Please repeat the records below exactly, but only from the line that contains "44V24M15 44V31M25 44V31M35" onward, ending with the last line.
*** Data for review
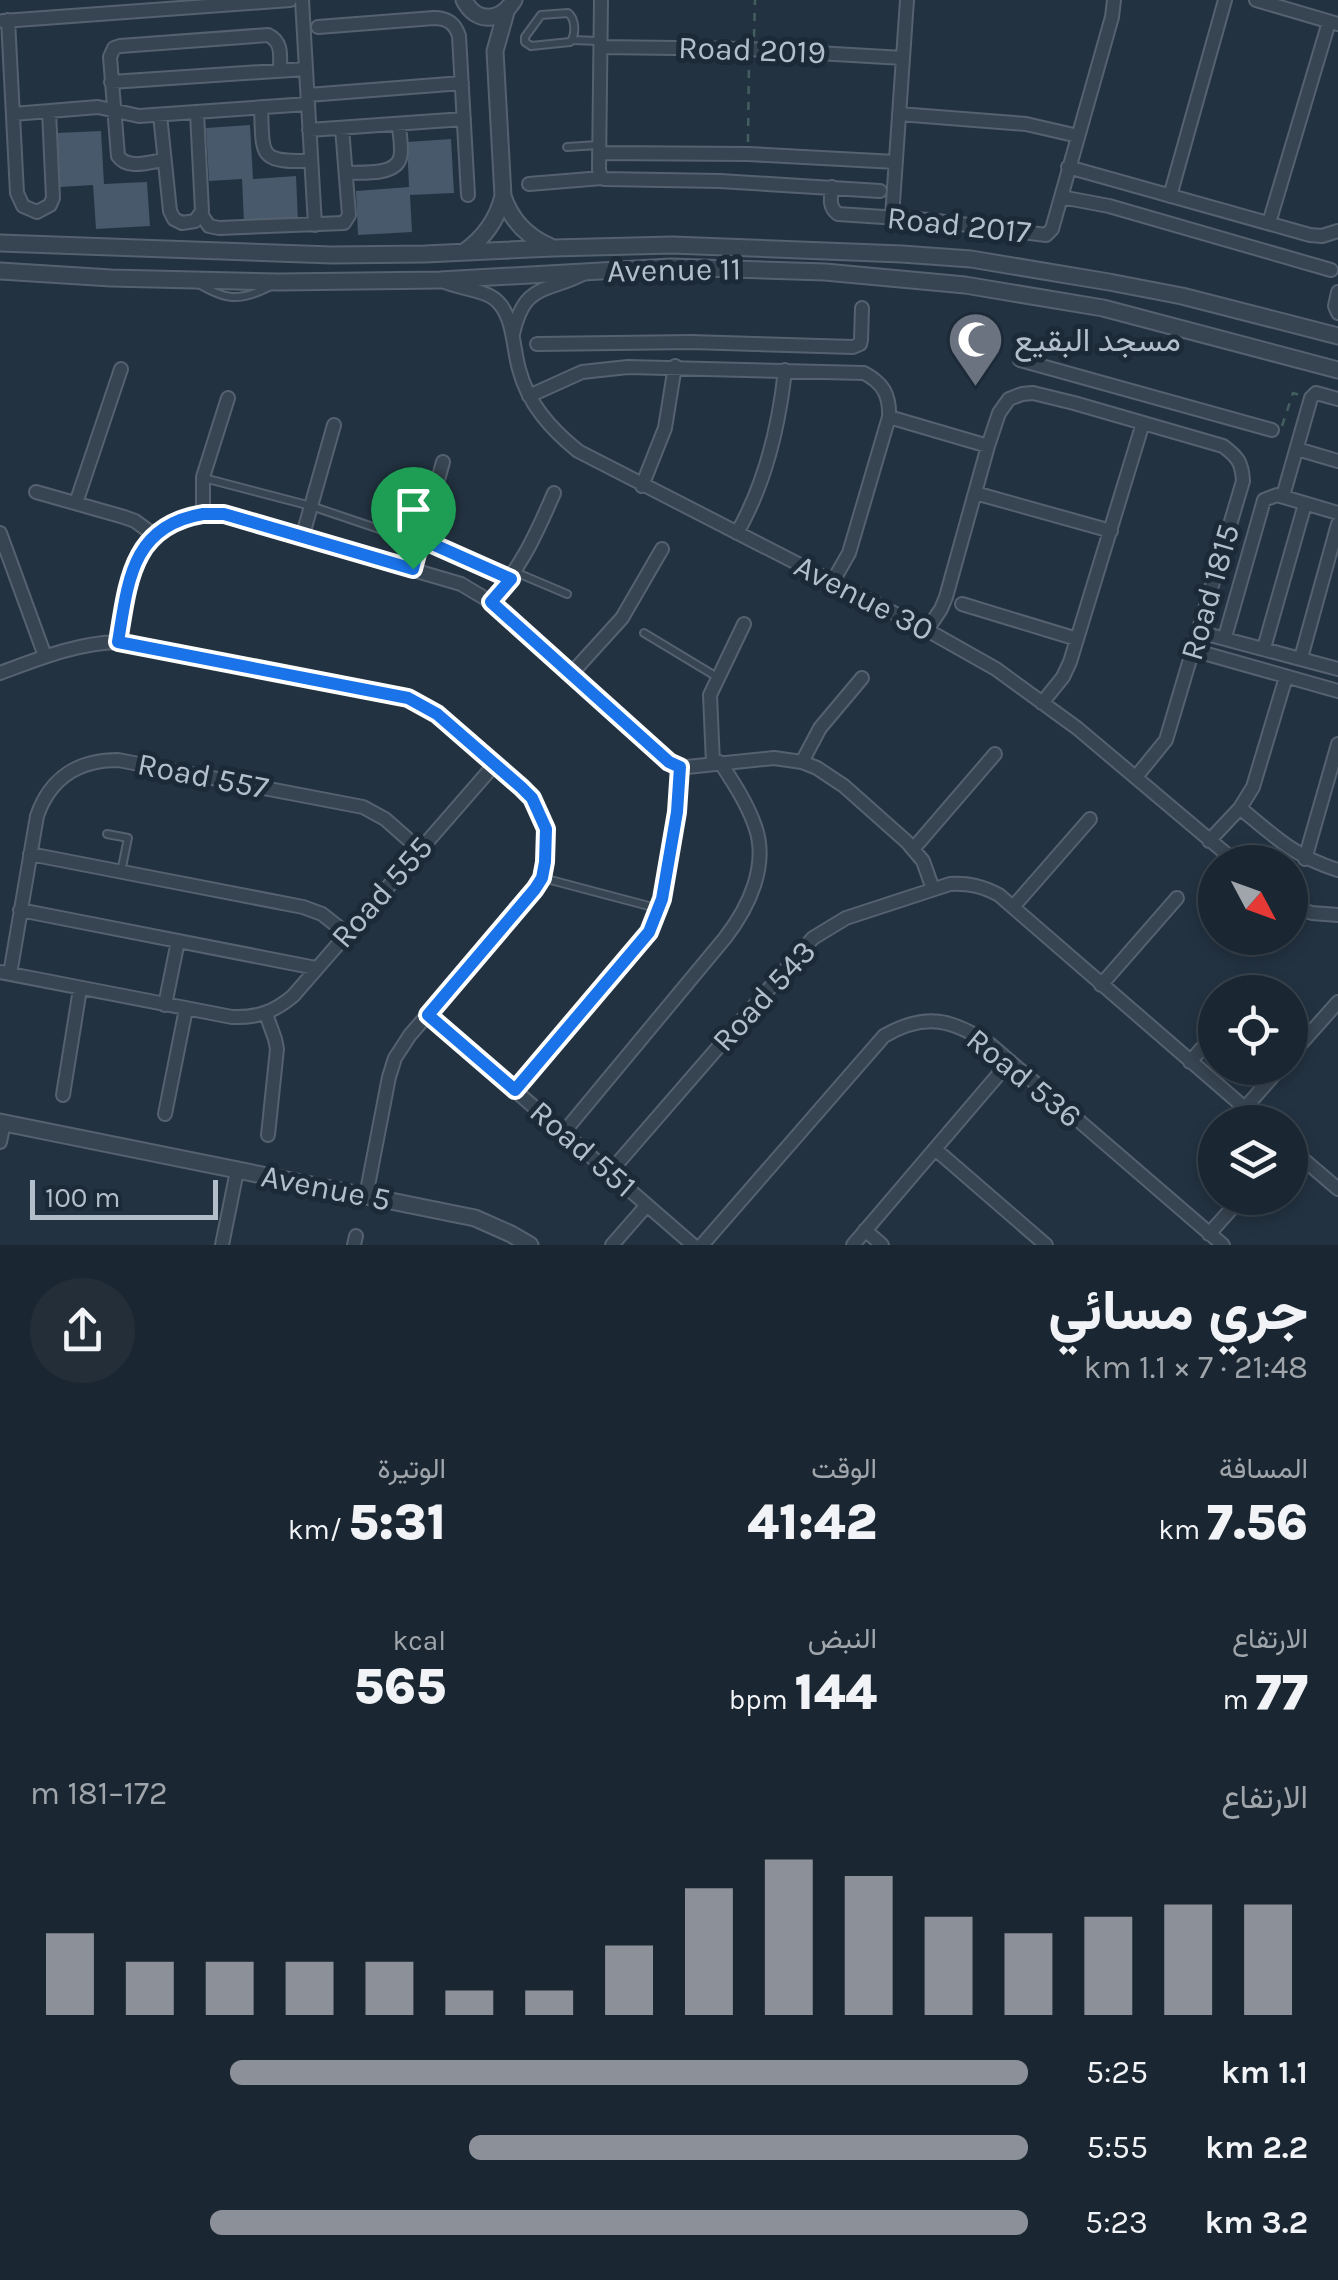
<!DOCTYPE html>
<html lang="ar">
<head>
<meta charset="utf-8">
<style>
  :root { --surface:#1a2631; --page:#232e39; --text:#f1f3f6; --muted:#9fa5ab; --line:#38434d; --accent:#8c9099 }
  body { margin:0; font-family:Karla,Vazirmatn,sans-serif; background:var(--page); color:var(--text); direction:rtl; height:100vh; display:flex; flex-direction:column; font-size:38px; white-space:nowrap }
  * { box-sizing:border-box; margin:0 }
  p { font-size:32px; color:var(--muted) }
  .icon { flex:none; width:55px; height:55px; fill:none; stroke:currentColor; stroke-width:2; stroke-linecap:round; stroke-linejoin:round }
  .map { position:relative; height:1245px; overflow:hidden; direction:ltr }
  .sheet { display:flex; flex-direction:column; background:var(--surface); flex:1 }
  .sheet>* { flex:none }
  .needle { width:65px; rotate:131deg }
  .fabs { position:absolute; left:1198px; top:845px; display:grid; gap:20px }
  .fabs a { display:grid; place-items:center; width:110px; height:110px; border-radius:50%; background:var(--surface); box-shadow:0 5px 15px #0003,0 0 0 2px var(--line); font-size:50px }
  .scale { position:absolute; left:30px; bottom:25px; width:188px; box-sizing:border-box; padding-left:10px; border:5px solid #b3becb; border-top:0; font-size:28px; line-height:35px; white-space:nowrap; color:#b3becb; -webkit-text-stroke:8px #1c2936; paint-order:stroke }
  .pin { position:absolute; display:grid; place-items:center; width:85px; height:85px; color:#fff; margin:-102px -42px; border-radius:50% 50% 50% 0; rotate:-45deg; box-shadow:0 0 10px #0007 }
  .pin .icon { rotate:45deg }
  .round { display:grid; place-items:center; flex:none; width:105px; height:105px; border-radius:52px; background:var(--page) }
  .head { display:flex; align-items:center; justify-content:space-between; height:170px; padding:0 30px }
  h1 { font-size:55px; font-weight:800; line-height:75px }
  .stats { display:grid; grid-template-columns:repeat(3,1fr); gap:15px; height:170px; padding:10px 30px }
  .stats div { display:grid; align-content:center }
  .stats b { font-size:50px; font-weight:800 }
  .stats small { font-size:28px; font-weight:400 }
  .stats p { font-size:28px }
  .chart { height:280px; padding:20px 30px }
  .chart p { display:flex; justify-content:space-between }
  .chart svg { width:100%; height:180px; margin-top:10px; stroke:var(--accent); stroke-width:6 }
  ul { padding:0 30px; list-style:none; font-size:32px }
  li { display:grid; grid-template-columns:160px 120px 1fr; align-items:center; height:75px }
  li i { height:25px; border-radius:12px; background:var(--accent) }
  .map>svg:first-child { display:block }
  .building { fill:#48596b }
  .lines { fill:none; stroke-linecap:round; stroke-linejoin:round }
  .service-casing { stroke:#55616e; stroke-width:10 }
  .minor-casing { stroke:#55616e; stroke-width:16 }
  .tertiary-casing { stroke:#55616e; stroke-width:19 }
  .path { stroke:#435e5f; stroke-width:2.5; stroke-dasharray:8 8; stroke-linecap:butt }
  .service { stroke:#374451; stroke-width:6 }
  .minor { stroke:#374451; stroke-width:12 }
  .tertiary { stroke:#374451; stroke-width:15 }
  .route-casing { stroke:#fff; stroke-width:20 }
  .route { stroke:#1a73e8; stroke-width:12 }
  .labels { text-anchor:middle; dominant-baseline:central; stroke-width:10; stroke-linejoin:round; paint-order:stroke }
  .street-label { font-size:32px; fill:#b3becb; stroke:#1c2936 }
  .poi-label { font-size:32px; fill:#b3becb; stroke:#1c2936; text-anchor:start }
</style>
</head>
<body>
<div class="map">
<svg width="1338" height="1245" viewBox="0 0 1338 1245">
  <rect width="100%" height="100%" fill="#233241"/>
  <path class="building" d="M250,125L253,179L296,176L298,221L244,224L242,179L209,181L206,128Z
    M101,131L104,184L147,182L150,226L96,229L93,185L60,187L57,133Z
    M451,139L454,193L410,195L412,232L358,235L356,191L409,187L407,142Z"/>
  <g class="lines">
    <defs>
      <path id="service" d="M568,13C576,19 576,35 570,42L531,46L525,42V37L541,15Z
        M572,40L599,41
        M567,147L598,145
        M197,283C225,300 239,302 269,287
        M204,478L311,506L391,533
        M422,540L507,577
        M515,572L567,594
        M644,633L717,677
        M107,834L128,838L121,872
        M543,878L660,909"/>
      <path id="minor" d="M302,0L315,225
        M601,0L599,169L600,175L604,179L720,181L880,191
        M1256,0L1338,24
        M8,20L17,193L23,206L37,212L50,205L53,198L49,111
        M3,21L290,0
        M318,27L434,18C447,18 455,23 459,36L468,195
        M601,47L749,49L903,58
        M111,82L306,69
        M308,95L462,83
        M261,107C263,157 258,162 311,161
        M13,114L98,107L139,116L308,104
        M899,114L1026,124L1078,136
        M160,115L170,211L174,219L182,223L195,221L202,211L197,113
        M309,130L464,119
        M599,153L748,154L896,162
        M164,160C149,162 128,170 118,156L110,57L114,48L120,46L268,35C283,42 280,56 280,71
        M1068,167L1310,235L1322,236L1338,231
        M346,173C361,172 395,176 400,158C403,148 399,134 399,124
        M529,184L602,178
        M832,187C831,197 828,207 838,214L929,220L1046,235L1052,229L1112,17L1114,0
        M1170,196L1225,0
        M1061,197L1109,206L1331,270
        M201,214L209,226L219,228L344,223L349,215L342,128
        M892,217L907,0
        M1269,223L1329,22
        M440,280C457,289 486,289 498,302C514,318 513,349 519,369C528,404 551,429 578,451L927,630L996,669L1077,728L1236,862
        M1338,292L1335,306L1338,313
        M513,334C525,281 546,294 587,272
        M537,344L691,342L853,347L860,344L861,340L862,308
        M1020,360L1272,430
        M529,396L582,372L628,367L864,373C883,383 890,395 889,417L849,553L833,581
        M889,417L988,446
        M1297,449L1338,461
        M642,486L665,428L675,366
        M36,492L124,517L135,521L154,535
        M975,493L1111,531
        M1283,496L1311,398L1316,393L1338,399
        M76,503L121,369
        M203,514V477L228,398
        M0,533L45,656
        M737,533C765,484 779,426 785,370
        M302,538L334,425
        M413,569L443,462
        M491,602C521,567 536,535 554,493
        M962,604L1077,639
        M927,630L941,609L946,597L988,446L999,413L1009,399L1022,394L1033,393L1074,403L1223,446C1238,457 1242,463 1243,481L1166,740L1136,777
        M1199,632L1338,669
        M1225,637L1264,500L1277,495L1338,513
        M118,642C130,574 137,509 225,515L461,584L491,602L673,765L687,767L774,758L802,762L817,768L844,786L907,842L923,861L933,889
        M1264,648L1305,504
        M1207,654L1338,691
        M1301,658L1338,524
        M0,673C38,659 77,643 118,642L392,694L423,705L437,714L521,787L532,798L540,812L546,829L545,863L542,878L527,900L410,1035L395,1058L389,1077L366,1196
        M572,673L622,618L662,549
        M1042,703L1063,677L1070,662L1143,423
        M802,762L820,728L862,678
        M713,763L710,695L744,624
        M1240,808C1274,836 1295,857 1338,870
        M1209,841L1240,808L1253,787L1286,677
        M914,848L995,754
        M30,854L303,907L322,914L346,933
        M1305,859L1338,744
        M1290,906L1312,913L1338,915
        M1013,907L1090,819
        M20,910L316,968
        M0,972L232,1017C257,1018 274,1012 293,996L495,764
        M10,974L37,816C50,778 78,760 118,760L363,807L385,819L419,849
        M1101,985L1177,898
        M1251,992L1261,982
        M165,1005L178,941
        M266,1014L275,1039L277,1049L268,1135
        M428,1015L693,1245
        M1290,1056L1338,1002
        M1190,1062L1215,1033
        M515,1090L649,932L660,909L662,899L677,812L680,767
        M63,1095L80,989
        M1245,1108L1280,1068
        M165,1114L186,1009
        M564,1132L725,938C749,907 769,865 755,826C747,803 733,782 720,762
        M0,1142L4,1123
        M1290,1148L1338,1189
        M935,1149L1046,1245
        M610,1172L813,938L846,918L950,884C969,883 982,886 999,895L1261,1122
        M865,1230L882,1245
        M1209,1234L1241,1198
        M222,1245L237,1171
        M354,1245L356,1236
        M612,1245L647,1205
        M702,1245L884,1036C925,1012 953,1019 991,1045L1223,1245
        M853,1245L1010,1061"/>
      <path id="tertiary" d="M464,0C476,24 501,22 514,0
        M503,196C511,220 526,236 549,246
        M0,243L332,255L425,254L553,248L672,245L902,254L971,259L1109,282L1182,296L1338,336
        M464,252C484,238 497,221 503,196L495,51L506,12
        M0,271L111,278L279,282L440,280L671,267L825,272L965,285L1103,308L1338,370
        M0,1122L475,1218L511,1234L530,1245"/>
    </defs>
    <use href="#service" class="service-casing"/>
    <use href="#minor" class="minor-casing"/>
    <use href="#tertiary" class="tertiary-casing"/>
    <path class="path" d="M754,37L755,0
      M748,142L749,60
      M1282,426L1293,393L1300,395"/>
    <use href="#service" class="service"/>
    <use href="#minor" class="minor"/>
    <use href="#tertiary" class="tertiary"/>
  </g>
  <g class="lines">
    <defs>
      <path id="route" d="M203,514H224L413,569L421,539L511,579L491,602L669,762L680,767L677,812L662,899L649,932L515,1090L428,1015L535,889L542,878L545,862L546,829L532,798L521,787L437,714L408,698L118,642C128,582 131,526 203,514Z"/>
    </defs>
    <use href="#route" class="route-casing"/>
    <use href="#route" class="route"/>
  </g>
  <defs>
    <symbol id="mosque-pin" viewBox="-11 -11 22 30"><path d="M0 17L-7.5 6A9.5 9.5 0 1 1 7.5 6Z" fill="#6b7280" stroke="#1c2936"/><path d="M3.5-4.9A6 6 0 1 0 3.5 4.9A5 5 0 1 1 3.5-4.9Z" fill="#fff"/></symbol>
  </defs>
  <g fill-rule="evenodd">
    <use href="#mosque-pin" x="944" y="308" width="63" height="86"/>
  </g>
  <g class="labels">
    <g class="street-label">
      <text transform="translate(752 50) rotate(2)">Road 2019</text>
      <text transform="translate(959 225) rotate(6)">Road 2017</text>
      <text transform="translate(674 270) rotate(-1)">Avenue 11</text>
      <text transform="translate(1210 592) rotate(-74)">Road 1815</text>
      <text transform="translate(864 598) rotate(27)">Avenue 30</text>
      <text transform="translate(203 776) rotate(11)">Road 557</text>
      <text transform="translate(382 892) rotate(-49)">Road 555</text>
      <text transform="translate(764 996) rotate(-48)">Road 543</text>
      <text transform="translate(1024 1078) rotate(39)">Road 536</text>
      <text transform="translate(583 1149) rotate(41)">Road 551</text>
      <text transform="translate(326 1188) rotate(11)">Avenue 5</text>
    </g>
    <g class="poi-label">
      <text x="1014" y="340">مسجد البقيع</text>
    </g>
  </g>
</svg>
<div class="fabs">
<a><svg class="needle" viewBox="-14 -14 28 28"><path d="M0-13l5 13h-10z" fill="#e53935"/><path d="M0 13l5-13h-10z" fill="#9fa5ab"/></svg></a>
<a><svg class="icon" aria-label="locate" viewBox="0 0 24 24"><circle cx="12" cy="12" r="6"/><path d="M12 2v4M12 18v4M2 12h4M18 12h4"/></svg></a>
<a><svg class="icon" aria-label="layers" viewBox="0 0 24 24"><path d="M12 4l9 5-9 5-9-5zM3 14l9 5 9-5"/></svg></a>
</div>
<div class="scale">100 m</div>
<div class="pin" style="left:413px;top:569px;background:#1e9e55"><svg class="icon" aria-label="arrive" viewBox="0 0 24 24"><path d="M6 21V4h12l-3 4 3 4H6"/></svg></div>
</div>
<section class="sheet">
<div class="head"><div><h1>جري مسائي</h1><p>21:48 · 7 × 1.1 km</p></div><a class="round"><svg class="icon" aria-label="share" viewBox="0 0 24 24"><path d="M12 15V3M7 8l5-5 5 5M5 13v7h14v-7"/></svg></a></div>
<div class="stats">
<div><p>المسافة</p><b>7.56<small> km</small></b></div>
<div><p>الوقت</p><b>41:42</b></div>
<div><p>الوتيرة</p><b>5:31<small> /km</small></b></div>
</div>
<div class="stats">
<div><p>الارتفاع</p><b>77<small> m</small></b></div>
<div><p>النبض</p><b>144<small> bpm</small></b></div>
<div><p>kcal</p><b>565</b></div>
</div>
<div class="chart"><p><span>الارتفاع</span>172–181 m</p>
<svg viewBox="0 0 160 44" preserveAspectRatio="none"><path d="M5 44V24M15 44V31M25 44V31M35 44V31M45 44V31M55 44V38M65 44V38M75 44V27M85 44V13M95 44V6M105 44V10M115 44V20M125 44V24M135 44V20M145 44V17M155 44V17"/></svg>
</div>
<ul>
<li><b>1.1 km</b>5:25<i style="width:80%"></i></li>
<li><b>2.2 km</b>5:55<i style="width:56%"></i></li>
<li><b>3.2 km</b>5:23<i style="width:82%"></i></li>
</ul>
</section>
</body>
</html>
******
» Solved problem:
<svg viewBox="0 0 160 44" preserveAspectRatio="none"><path d="M5 44V24M15 44V31M25 44V31M35 44V31M45 44V31M55 44V38M65 44V38M75 44V27M85 44V13M95 44V6M105 44V10M115 44V20M125 44V24M135 44V20M145 44V17M155 44V17"/></svg>
</div>
<ul>
<li><b>1.1 km</b>5:25<i style="width:80%"></i></li>
<li><b>2.2 km</b>5:55<i style="width:56%"></i></li>
<li><b>3.2 km</b>5:23<i style="width:82%"></i></li>
</ul>
</section>
</body>
</html>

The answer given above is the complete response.